→ Dataset:

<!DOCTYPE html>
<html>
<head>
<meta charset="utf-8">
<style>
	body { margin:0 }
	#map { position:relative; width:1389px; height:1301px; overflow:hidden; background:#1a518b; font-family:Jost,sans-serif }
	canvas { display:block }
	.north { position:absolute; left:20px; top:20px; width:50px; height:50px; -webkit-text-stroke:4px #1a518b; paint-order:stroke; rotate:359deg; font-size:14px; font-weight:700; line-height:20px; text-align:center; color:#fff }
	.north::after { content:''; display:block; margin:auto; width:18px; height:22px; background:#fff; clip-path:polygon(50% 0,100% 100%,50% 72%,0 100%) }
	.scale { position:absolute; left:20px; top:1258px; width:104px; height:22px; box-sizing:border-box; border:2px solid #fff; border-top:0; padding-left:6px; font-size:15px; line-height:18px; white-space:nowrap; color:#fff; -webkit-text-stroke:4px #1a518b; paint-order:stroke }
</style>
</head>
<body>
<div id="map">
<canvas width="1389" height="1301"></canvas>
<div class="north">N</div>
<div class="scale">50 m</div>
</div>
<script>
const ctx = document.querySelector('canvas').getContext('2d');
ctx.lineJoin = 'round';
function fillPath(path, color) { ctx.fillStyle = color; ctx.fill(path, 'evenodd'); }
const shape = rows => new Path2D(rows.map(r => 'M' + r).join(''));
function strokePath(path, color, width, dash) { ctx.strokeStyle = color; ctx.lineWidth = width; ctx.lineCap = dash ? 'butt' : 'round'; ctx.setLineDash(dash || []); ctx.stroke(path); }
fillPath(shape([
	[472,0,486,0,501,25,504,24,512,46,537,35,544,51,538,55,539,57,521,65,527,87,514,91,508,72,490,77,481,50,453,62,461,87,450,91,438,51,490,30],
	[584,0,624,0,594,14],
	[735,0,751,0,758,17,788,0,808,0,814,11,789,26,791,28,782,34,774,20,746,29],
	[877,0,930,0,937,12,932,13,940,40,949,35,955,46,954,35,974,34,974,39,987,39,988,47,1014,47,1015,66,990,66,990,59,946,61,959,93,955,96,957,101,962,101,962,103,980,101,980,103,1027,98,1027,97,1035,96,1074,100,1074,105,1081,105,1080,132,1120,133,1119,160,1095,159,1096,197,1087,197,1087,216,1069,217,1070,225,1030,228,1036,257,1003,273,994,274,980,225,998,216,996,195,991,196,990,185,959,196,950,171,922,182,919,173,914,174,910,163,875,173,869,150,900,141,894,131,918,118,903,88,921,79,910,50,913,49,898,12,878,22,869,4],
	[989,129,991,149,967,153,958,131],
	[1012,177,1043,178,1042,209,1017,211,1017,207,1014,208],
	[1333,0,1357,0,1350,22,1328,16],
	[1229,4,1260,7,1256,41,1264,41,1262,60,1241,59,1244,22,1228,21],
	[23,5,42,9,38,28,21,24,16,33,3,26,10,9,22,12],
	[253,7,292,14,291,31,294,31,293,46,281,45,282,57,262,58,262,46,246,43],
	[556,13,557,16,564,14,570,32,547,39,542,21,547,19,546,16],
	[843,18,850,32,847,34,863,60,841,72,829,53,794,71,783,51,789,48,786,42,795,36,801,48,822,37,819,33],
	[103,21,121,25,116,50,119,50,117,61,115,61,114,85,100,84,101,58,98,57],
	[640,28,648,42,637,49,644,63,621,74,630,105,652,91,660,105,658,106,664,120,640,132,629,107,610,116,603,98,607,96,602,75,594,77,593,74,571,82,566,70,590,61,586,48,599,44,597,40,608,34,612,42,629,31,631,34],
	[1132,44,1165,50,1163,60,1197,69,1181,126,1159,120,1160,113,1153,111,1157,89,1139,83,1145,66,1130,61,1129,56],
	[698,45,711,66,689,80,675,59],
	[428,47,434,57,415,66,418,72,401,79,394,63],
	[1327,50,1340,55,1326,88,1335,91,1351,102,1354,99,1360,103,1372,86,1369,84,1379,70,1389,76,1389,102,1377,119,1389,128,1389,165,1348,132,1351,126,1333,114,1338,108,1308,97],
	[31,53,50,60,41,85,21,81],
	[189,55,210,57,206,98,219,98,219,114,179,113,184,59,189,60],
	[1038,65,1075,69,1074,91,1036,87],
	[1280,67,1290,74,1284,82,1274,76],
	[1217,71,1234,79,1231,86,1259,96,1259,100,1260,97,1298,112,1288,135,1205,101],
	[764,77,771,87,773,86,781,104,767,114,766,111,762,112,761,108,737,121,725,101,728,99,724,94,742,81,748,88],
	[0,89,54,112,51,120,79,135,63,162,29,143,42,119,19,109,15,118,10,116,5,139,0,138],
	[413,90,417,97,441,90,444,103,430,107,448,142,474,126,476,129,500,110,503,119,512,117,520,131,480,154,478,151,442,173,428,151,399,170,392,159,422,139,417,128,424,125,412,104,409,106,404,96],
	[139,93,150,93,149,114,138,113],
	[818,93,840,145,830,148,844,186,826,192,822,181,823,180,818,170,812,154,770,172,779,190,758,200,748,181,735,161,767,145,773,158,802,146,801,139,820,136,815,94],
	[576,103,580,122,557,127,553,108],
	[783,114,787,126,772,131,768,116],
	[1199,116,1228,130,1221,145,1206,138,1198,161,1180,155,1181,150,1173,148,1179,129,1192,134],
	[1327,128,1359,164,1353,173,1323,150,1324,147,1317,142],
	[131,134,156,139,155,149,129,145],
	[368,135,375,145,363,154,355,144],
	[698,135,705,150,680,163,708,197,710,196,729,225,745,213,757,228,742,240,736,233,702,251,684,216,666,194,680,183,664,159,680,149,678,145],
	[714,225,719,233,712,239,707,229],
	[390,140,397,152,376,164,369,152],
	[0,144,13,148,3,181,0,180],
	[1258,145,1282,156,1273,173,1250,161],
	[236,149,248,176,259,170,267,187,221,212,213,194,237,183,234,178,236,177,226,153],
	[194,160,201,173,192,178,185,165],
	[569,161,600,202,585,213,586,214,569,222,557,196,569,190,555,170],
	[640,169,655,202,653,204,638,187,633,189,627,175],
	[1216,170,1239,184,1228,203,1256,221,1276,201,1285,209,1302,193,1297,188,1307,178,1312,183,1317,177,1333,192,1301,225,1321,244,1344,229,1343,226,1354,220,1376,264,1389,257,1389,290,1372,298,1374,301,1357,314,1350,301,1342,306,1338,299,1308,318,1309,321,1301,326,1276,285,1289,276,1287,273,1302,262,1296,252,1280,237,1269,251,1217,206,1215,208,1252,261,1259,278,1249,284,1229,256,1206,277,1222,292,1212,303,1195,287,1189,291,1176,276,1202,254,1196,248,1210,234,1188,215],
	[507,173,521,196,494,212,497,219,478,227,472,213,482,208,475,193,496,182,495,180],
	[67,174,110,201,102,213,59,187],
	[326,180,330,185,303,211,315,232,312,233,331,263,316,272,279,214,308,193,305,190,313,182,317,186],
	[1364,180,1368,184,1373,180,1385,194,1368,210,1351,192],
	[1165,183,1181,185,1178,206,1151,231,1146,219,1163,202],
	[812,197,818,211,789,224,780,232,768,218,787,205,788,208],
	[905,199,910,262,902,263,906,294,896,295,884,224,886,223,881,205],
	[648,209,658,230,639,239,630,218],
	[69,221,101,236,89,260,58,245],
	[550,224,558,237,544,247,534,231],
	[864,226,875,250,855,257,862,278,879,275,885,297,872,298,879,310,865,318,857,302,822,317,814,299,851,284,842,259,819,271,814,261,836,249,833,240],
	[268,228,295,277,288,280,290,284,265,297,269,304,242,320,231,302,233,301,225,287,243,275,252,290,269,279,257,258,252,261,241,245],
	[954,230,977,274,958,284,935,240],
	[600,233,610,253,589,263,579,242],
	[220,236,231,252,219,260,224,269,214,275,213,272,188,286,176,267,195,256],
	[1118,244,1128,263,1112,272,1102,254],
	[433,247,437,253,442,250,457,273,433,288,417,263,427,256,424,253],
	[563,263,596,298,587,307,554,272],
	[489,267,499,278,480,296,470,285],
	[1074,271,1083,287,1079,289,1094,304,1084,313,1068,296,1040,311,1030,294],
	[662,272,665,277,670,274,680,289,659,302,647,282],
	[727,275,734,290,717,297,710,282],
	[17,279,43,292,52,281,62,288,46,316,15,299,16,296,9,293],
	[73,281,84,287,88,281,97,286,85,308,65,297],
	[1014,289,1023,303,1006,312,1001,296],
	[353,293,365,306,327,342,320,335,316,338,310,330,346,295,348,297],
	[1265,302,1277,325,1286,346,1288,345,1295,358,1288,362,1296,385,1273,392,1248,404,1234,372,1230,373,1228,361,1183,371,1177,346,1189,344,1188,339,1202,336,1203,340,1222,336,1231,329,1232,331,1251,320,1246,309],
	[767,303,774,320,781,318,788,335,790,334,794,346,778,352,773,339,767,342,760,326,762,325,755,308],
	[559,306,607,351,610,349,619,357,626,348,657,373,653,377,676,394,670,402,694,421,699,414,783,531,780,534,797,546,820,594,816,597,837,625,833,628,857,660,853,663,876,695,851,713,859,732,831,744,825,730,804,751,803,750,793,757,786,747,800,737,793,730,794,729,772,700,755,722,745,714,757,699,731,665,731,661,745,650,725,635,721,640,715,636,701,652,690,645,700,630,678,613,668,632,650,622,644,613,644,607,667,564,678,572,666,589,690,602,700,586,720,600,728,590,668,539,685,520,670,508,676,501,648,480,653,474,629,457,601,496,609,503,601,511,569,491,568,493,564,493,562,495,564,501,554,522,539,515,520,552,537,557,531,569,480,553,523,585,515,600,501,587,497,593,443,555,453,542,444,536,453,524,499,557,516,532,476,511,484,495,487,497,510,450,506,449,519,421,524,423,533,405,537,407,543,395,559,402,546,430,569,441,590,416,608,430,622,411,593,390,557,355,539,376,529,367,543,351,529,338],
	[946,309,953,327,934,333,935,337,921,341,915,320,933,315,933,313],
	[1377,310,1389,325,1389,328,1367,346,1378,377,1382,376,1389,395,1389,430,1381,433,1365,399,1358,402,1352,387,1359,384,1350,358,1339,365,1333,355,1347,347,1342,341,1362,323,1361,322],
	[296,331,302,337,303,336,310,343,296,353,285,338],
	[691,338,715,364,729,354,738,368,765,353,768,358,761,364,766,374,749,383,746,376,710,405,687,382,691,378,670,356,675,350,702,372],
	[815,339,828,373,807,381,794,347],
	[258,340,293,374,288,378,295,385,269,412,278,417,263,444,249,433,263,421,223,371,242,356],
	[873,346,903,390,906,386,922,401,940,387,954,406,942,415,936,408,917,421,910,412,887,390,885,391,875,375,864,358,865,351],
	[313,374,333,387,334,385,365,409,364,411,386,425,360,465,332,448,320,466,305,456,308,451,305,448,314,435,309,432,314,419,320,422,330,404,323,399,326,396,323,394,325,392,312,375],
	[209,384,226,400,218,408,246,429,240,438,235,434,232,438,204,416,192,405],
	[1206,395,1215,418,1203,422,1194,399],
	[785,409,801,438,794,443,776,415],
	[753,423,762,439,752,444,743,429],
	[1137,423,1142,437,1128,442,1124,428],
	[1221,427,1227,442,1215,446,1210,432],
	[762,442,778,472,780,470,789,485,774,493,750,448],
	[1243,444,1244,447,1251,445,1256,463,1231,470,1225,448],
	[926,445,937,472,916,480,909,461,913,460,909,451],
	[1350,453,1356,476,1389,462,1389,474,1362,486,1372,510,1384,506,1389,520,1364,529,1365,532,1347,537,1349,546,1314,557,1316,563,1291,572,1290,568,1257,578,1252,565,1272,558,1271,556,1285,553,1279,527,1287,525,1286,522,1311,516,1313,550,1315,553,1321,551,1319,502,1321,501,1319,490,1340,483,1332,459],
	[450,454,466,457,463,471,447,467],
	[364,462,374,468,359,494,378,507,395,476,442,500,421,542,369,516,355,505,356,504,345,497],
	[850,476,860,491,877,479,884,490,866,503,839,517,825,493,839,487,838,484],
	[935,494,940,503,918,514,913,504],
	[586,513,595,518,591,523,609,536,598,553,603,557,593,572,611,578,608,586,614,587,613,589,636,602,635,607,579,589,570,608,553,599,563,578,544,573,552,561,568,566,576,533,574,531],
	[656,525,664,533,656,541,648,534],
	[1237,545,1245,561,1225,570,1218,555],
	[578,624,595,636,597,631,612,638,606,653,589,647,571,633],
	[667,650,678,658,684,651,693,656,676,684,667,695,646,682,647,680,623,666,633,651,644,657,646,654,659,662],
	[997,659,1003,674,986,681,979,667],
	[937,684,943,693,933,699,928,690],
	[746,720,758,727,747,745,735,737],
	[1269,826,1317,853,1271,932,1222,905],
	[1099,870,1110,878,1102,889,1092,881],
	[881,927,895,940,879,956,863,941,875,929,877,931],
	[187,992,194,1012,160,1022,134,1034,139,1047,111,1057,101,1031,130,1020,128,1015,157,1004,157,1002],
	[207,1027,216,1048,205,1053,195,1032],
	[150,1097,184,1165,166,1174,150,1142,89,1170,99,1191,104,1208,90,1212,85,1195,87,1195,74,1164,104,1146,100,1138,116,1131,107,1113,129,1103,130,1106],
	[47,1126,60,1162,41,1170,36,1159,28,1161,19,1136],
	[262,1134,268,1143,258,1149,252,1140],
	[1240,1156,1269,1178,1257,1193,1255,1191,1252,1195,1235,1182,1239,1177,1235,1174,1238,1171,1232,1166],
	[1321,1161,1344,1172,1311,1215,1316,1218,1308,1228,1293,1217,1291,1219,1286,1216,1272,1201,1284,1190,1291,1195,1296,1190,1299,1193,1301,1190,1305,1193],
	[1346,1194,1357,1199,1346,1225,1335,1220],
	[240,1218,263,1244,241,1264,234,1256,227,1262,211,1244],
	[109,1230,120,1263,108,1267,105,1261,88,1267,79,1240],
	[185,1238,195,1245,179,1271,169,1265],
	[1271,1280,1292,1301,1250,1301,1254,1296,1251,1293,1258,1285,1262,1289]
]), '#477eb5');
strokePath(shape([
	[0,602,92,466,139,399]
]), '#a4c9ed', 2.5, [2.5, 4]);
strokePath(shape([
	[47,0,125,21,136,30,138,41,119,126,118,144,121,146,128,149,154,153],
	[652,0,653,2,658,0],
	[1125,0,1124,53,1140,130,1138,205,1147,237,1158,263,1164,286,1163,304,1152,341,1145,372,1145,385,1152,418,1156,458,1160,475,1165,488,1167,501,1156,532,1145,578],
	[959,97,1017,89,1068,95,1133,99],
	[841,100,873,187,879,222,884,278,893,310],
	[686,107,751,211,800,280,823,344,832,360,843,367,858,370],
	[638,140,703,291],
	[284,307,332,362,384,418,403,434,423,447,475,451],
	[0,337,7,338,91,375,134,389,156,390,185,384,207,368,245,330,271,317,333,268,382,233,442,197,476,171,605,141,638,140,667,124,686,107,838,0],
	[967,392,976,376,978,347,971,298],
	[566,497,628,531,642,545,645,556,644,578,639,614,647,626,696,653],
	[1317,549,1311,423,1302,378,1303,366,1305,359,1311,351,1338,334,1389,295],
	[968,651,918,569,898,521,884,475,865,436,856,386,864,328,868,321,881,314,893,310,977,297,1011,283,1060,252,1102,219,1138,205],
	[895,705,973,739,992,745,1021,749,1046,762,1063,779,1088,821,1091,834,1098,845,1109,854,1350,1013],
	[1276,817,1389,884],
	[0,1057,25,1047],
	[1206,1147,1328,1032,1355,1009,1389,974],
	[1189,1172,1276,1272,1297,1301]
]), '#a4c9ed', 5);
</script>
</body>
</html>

→ The problem:
Can you write out the lines above, from the first one through the one containing "position:absolute; left:20px; top:20px;", exactly as they appear and nothing more?

→ Task solution:
<!DOCTYPE html>
<html>
<head>
<meta charset="utf-8">
<style>
	body { margin:0 }
	#map { position:relative; width:1389px; height:1301px; overflow:hidden; background:#1a518b; font-family:Jost,sans-serif }
	canvas { display:block }
	.north { position:absolute; left:20px; top:20px; width:50px; height:50px; -webkit-text-stroke:4px #1a518b; paint-order:stroke; rotate:359deg; font-size:14px; font-weight:700; line-height:20px; text-align:center; color:#fff }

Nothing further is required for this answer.